◆ Task description:
Determine which lines of the records include the word "setLineDash", and copy them.

Provided records below:

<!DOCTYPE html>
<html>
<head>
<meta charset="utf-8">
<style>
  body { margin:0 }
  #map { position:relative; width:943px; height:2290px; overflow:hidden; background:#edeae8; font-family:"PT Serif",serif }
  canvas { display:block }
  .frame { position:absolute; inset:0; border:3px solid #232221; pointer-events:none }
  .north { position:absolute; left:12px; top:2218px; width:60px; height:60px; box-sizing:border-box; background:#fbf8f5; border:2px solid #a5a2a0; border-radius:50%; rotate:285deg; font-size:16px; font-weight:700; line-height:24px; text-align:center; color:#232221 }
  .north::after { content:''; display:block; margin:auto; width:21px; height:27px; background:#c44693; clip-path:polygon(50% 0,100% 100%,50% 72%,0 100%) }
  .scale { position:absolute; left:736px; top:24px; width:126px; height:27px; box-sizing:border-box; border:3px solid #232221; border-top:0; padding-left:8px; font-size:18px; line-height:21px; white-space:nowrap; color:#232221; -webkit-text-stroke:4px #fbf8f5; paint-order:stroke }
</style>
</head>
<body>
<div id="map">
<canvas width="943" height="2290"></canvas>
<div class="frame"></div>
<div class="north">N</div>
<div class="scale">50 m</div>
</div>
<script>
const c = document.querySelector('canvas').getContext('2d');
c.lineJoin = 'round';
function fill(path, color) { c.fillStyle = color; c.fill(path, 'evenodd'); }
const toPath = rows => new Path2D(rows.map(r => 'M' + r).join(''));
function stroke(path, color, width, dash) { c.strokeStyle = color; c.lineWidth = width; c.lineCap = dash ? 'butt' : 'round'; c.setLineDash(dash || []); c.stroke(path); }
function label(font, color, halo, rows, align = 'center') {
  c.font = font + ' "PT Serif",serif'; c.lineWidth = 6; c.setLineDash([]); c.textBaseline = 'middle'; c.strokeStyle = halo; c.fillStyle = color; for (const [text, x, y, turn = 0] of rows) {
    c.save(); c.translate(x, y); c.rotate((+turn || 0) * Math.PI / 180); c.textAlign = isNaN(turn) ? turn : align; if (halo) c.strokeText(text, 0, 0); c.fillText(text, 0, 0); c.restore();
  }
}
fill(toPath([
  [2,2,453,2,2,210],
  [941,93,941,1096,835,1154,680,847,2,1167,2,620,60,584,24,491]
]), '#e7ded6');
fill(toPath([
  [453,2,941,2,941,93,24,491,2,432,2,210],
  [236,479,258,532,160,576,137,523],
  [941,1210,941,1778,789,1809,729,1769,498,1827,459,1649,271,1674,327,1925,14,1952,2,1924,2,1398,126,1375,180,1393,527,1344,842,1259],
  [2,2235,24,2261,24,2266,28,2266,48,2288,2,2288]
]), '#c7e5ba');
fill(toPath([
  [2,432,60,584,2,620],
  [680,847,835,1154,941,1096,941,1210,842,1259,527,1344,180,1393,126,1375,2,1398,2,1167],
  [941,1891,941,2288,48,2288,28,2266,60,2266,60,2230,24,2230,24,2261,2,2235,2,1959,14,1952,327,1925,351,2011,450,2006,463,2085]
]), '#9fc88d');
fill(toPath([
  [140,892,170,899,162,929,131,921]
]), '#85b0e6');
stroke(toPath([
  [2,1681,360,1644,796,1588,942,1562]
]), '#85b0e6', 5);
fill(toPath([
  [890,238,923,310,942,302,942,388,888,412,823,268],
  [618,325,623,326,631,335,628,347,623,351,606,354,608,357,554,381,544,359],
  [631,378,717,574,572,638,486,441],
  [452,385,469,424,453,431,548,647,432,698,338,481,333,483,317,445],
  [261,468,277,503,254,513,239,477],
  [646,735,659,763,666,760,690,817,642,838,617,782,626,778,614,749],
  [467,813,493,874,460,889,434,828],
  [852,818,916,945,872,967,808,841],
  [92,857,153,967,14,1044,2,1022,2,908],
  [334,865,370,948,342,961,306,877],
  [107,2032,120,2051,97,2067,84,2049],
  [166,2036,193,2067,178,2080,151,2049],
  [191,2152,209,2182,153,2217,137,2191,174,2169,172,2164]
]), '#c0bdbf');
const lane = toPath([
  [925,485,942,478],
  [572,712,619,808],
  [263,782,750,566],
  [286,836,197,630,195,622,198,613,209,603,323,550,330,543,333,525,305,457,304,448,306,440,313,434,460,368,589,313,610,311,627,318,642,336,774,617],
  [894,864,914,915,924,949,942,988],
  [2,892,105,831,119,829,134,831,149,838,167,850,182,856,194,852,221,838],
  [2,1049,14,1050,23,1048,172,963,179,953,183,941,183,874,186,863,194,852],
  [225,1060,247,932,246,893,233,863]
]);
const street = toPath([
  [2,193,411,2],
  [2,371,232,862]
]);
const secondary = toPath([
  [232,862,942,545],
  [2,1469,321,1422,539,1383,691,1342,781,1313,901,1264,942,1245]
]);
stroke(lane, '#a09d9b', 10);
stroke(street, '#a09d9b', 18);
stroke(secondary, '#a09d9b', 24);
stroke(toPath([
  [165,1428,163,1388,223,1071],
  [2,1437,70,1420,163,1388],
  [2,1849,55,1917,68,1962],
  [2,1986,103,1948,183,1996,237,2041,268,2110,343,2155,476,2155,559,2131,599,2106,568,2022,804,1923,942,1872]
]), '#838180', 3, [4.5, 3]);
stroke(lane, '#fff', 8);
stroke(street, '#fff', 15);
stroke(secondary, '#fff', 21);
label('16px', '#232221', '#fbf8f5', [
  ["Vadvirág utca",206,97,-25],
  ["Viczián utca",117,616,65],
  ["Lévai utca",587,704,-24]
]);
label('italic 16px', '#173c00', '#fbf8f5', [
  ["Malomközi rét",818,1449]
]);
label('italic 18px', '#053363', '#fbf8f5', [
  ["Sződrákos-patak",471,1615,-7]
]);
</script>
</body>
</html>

End of Provided records.

◆ Expected answer:
function stroke(path, color, width, dash) { c.strokeStyle = color; c.lineWidth = width; c.lineCap = dash ? 'butt' : 'round'; c.setLineDash(dash || []); c.stroke(path); }
  c.font = font + ' "PT Serif",serif'; c.lineWidth = 6; c.setLineDash([]); c.textBaseline = 'middle'; c.strokeStyle = halo; c.fillStyle = color; for (const [text, x, y, turn = 0] of rows) {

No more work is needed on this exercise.